§ SUPPLIED INFORMATION:

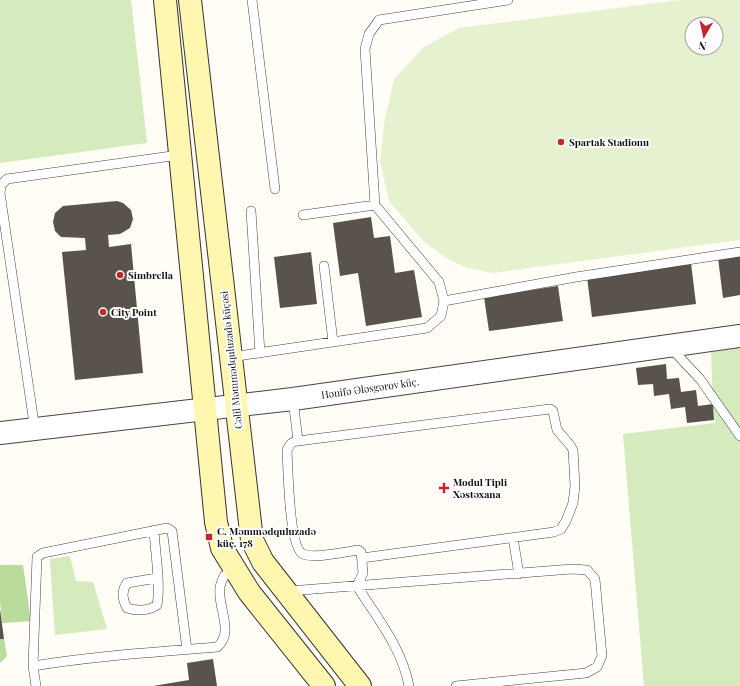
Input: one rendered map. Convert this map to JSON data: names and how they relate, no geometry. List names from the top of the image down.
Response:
{
  "streets": {
    "main road": ["Cəlil Məmmədquluzadə küçəsi"],
    "street": ["Hənifə Ələsgərov küç."]
  },
  "crossings": [
    ["Cəlil Məmmədquluzadə küçəsi", "Hənifə Ələsgərov küç."]
  ],
  "places": {
    "other": ["Spartak Stadionu", "Simbrella", "City Point"],
    "health": ["Modul Tipli Xəstəxana"],
    "transit": ["C. Məmmədquluzadə küç. 178"]
  },
  "north": "bottom"
}
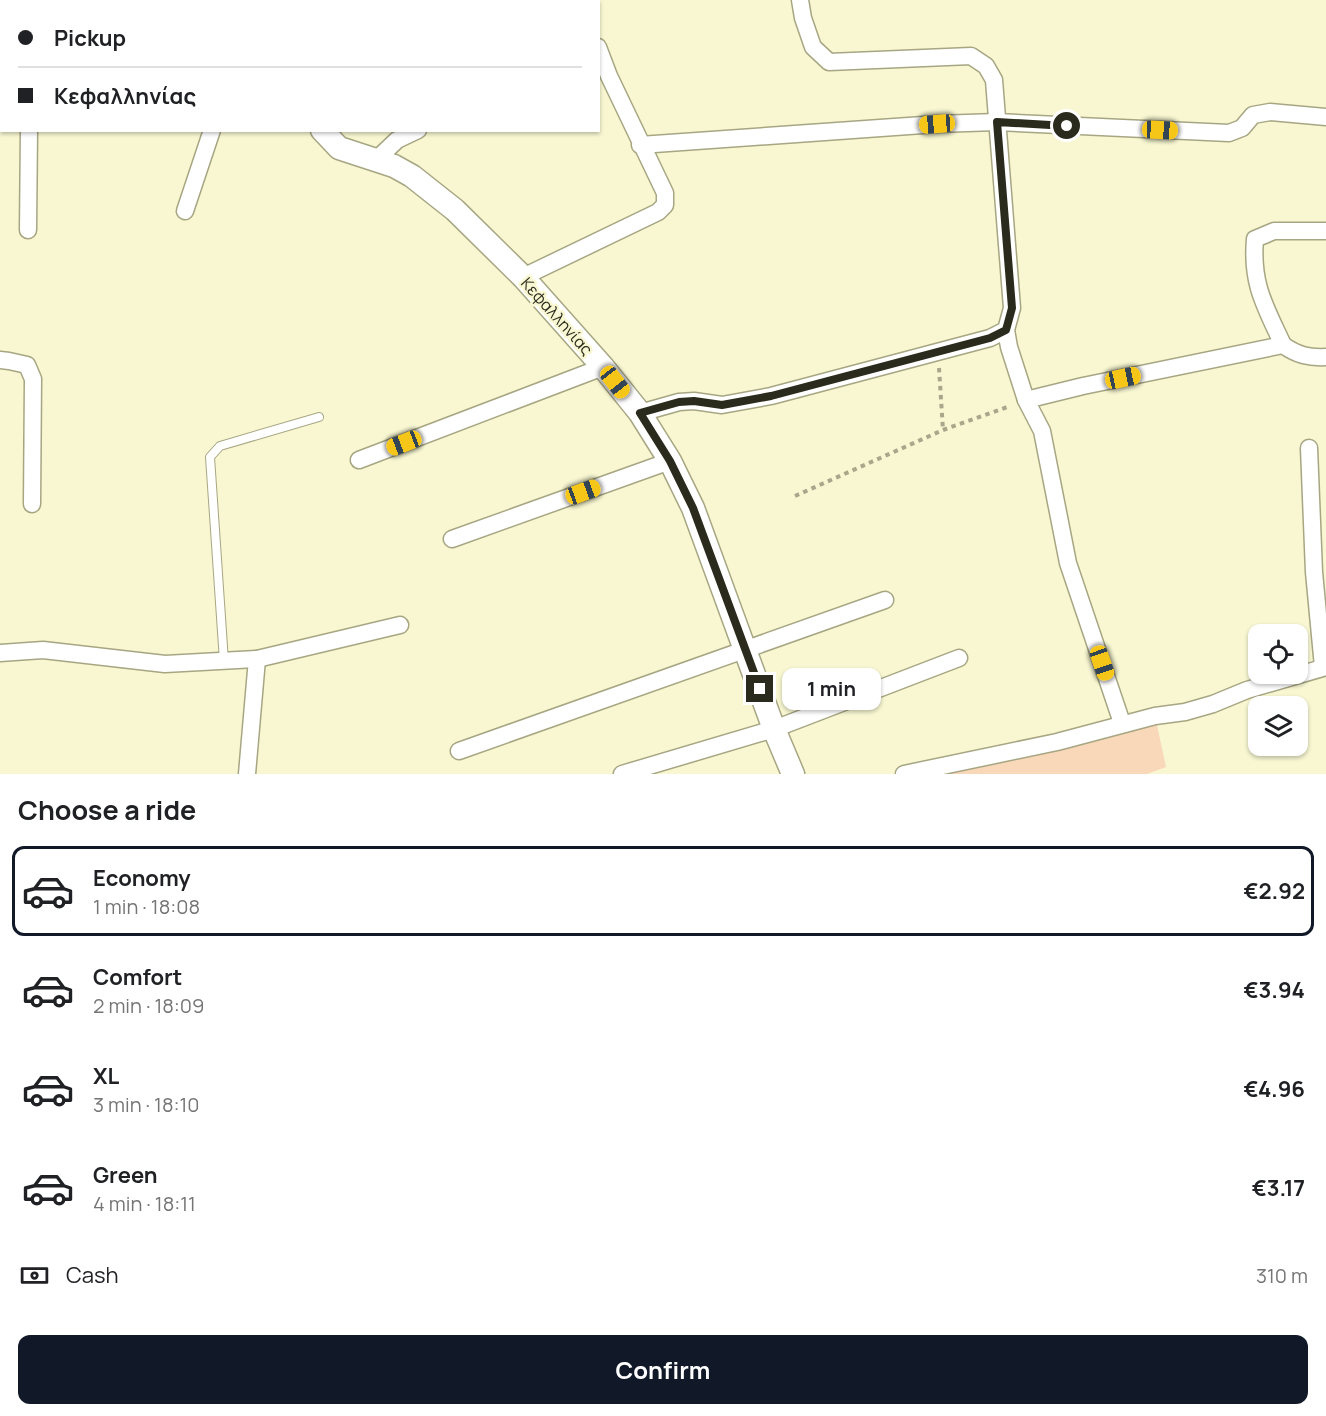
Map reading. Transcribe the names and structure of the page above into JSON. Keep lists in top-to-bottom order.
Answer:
{
  "streets": {
    "street": ["Κεφαλληνίας"]
  },
  "page": {
    "banner": ["Pickup", "Κεφαλληνίας"],
    "bubble": "1 min",
    "heading": "Choose a ride",
    "list": [
      {
        "name": "Economy",
        "note": "1 min · 18:08",
        "value": "€2.92"
      },
      {
        "name": "Comfort",
        "note": "2 min · 18:09",
        "value": "€3.94"
      },
      {
        "name": "XL",
        "note": "3 min · 18:10",
        "value": "€4.96"
      },
      {
        "name": "Green",
        "note": "4 min · 18:11",
        "value": "€3.17"
      }
    ],
    "pay": ["Cash", "310 m"],
    "buttons": "Confirm"
  }
}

§ AIM OF THE EXERCISE: Which lines of the entries above contain the string "names"? Copy each one.

§ SOLUTION FOR THIS EXERCISE:
Input: one rendered map. Convert this map to JSON data: names and how they relate, no geometry. List names from the top of the image down.
Map reading. Transcribe the names and structure of the page above into JSON. Keep lists in top-to-bottom order.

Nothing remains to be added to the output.